+++ Provided records

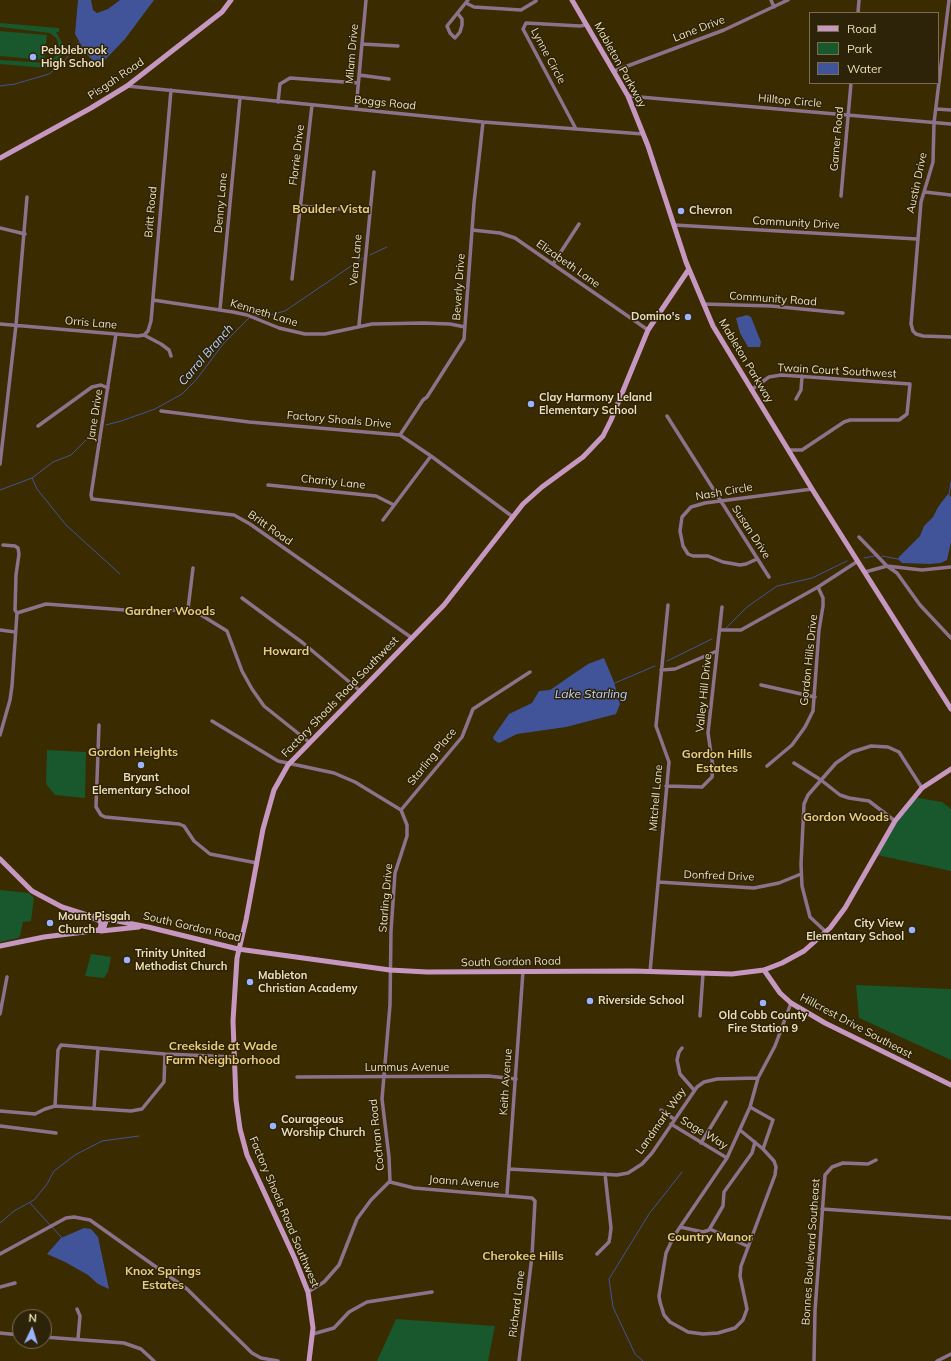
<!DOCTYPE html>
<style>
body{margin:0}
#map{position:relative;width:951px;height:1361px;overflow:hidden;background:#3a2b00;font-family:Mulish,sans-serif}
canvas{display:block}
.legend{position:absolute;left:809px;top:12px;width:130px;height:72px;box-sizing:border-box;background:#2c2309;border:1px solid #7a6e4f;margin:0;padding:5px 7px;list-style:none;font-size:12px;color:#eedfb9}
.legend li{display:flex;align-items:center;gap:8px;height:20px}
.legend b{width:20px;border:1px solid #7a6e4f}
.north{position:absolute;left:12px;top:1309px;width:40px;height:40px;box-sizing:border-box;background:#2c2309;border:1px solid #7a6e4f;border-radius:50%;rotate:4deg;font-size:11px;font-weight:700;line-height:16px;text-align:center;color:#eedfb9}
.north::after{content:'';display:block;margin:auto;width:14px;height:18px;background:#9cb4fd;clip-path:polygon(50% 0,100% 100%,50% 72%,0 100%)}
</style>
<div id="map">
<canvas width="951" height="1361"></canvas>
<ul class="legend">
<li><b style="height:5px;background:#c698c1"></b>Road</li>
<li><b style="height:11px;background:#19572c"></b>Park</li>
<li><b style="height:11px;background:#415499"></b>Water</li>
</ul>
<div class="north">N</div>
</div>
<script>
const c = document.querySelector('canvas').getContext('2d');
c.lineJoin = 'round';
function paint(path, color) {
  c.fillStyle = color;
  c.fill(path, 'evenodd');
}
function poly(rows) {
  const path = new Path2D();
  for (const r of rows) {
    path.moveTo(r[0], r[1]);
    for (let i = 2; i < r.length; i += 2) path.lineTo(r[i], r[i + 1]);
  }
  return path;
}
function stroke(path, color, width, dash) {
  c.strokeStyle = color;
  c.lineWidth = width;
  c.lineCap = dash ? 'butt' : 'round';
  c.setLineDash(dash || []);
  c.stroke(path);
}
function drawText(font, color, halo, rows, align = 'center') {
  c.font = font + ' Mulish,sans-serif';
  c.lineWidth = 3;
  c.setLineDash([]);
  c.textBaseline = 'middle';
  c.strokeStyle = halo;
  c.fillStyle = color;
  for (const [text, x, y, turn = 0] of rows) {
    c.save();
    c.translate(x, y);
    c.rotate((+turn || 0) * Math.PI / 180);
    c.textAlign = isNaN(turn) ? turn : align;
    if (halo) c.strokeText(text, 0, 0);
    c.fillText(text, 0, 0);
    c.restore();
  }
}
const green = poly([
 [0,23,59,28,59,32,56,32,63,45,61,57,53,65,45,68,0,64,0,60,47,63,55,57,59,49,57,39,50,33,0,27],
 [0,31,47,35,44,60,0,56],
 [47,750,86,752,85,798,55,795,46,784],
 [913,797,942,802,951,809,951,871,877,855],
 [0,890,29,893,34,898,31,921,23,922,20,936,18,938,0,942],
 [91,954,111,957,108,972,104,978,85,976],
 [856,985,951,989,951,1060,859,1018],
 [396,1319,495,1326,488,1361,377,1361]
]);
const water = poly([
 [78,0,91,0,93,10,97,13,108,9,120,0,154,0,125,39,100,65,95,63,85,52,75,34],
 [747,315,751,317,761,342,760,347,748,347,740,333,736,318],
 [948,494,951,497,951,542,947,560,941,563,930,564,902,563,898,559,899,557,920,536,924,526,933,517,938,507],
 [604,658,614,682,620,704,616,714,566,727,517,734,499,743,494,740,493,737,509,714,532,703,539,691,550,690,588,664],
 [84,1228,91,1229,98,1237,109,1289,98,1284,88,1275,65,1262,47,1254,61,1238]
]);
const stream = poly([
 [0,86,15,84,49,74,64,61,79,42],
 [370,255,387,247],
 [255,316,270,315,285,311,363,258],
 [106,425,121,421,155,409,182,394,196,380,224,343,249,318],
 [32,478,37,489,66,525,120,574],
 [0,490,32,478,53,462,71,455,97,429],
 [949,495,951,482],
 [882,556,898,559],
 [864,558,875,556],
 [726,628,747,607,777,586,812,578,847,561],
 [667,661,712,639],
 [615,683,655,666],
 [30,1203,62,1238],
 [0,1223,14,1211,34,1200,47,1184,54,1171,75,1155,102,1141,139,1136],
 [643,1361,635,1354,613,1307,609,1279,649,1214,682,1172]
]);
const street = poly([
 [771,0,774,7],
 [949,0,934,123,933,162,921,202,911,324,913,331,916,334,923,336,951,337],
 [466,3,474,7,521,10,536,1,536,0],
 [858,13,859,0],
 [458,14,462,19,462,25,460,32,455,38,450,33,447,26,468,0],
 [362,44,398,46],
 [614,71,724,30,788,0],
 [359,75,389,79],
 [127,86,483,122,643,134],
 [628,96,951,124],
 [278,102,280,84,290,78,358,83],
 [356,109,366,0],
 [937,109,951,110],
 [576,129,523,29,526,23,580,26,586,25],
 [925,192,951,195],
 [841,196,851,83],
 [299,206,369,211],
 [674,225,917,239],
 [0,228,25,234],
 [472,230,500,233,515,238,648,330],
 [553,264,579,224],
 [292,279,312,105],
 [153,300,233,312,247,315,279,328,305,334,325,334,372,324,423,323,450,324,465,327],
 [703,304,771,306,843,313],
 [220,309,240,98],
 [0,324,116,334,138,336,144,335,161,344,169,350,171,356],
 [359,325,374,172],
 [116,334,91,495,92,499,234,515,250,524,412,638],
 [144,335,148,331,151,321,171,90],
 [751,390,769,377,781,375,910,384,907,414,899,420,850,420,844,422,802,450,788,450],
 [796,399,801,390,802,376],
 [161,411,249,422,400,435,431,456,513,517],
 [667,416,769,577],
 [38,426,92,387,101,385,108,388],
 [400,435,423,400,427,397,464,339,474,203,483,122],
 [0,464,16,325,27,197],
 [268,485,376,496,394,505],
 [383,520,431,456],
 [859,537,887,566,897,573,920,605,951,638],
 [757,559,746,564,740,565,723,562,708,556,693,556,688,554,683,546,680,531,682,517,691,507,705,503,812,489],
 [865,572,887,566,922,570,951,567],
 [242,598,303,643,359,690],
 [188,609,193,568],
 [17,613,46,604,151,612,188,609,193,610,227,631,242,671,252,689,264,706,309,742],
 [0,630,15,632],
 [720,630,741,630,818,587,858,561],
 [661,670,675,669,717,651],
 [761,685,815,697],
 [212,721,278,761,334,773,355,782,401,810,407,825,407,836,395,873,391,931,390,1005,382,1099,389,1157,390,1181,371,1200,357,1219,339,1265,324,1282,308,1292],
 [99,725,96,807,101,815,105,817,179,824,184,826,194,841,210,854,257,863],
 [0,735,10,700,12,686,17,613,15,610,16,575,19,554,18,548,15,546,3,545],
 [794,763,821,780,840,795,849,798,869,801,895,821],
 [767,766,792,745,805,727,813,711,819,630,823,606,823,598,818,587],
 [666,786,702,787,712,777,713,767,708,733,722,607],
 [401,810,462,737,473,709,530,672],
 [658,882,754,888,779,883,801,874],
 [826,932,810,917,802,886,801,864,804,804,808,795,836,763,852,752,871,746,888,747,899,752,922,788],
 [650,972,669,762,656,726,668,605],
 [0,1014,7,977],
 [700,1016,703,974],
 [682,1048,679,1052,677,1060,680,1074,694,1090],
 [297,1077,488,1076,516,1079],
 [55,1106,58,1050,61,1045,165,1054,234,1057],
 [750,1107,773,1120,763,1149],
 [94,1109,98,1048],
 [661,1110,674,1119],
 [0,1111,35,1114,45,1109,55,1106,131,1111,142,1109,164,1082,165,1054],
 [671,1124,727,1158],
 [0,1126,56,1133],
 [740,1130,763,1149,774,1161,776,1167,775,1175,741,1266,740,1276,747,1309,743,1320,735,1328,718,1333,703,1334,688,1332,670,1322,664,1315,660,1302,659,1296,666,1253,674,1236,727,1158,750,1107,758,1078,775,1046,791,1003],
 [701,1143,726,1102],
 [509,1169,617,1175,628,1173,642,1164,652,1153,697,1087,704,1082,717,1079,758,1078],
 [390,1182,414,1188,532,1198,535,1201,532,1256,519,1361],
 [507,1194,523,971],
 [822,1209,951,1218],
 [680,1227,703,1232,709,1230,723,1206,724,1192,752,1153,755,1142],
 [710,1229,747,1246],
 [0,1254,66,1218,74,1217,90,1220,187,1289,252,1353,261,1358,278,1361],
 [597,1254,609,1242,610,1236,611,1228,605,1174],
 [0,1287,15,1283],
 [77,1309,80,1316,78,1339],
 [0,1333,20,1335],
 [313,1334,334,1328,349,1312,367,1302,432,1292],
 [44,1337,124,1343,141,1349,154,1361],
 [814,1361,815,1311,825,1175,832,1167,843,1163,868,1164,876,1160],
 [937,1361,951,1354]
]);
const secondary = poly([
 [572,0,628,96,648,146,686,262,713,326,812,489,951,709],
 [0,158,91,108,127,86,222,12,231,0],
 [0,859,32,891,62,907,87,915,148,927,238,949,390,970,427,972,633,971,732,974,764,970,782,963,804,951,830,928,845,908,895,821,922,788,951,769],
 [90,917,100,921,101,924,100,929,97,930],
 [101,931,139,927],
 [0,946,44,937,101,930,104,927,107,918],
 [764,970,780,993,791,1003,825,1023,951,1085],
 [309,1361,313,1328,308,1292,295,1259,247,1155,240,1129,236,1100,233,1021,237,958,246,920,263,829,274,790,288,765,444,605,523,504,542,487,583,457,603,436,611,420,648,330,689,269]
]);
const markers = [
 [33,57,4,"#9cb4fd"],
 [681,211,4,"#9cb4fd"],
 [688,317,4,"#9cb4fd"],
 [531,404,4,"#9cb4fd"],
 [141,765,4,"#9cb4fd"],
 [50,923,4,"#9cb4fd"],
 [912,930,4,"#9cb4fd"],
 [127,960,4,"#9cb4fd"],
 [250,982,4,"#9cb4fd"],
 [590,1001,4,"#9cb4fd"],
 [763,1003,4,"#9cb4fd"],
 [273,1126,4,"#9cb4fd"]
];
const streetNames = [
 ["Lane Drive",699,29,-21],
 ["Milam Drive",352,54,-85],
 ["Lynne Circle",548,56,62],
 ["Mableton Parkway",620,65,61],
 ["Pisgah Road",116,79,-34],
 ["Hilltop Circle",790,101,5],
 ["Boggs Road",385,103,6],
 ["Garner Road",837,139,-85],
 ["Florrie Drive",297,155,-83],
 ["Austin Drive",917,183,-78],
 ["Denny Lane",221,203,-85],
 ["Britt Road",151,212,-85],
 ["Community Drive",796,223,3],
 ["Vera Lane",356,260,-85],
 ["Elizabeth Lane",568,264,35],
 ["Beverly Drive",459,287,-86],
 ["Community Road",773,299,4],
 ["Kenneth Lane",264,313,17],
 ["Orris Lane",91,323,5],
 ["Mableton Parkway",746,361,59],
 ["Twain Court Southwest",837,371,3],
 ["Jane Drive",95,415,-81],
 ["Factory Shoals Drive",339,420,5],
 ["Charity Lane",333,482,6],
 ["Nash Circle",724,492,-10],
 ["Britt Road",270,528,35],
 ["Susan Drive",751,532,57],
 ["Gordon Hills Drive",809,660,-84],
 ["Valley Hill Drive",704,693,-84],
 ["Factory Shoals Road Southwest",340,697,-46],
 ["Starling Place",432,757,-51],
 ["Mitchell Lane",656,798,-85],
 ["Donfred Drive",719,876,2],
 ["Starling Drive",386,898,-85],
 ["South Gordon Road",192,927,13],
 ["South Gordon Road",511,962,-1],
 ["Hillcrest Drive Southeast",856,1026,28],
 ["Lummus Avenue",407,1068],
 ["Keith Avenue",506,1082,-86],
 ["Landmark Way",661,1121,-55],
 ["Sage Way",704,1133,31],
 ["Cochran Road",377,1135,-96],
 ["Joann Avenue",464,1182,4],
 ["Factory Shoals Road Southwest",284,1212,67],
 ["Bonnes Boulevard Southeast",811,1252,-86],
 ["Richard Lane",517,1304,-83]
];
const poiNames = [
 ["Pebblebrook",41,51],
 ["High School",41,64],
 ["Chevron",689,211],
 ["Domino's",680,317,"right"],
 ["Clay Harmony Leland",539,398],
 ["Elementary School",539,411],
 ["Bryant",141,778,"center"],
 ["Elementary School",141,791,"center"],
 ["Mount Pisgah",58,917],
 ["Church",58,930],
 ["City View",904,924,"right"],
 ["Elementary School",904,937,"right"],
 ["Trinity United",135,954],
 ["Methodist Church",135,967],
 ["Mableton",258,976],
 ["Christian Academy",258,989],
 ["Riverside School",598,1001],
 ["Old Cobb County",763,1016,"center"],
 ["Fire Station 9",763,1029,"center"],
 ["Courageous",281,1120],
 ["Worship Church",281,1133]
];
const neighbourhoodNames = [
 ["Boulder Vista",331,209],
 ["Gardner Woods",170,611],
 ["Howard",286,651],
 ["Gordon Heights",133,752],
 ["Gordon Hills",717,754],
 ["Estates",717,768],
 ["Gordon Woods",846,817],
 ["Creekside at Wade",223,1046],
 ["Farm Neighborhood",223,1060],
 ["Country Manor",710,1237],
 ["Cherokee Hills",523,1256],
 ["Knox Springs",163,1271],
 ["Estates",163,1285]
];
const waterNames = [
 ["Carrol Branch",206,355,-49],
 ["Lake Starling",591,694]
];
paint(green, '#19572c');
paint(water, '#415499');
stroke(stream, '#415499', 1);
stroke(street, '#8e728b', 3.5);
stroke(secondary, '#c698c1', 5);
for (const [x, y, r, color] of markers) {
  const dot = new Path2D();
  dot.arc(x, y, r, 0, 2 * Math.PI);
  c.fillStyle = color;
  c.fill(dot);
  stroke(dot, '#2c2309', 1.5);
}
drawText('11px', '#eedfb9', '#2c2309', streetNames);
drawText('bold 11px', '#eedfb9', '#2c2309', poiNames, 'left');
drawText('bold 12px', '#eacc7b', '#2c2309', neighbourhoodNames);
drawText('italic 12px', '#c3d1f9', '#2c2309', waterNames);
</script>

++++++

What you should do:
Lines containing the word "rows": copy each of them from the material.

Written answer:
function poly(rows) {
  for (const r of rows) {
function drawText(font, color, halo, rows, align = 'center') {
  for (const [text, x, y, turn = 0] of rows) {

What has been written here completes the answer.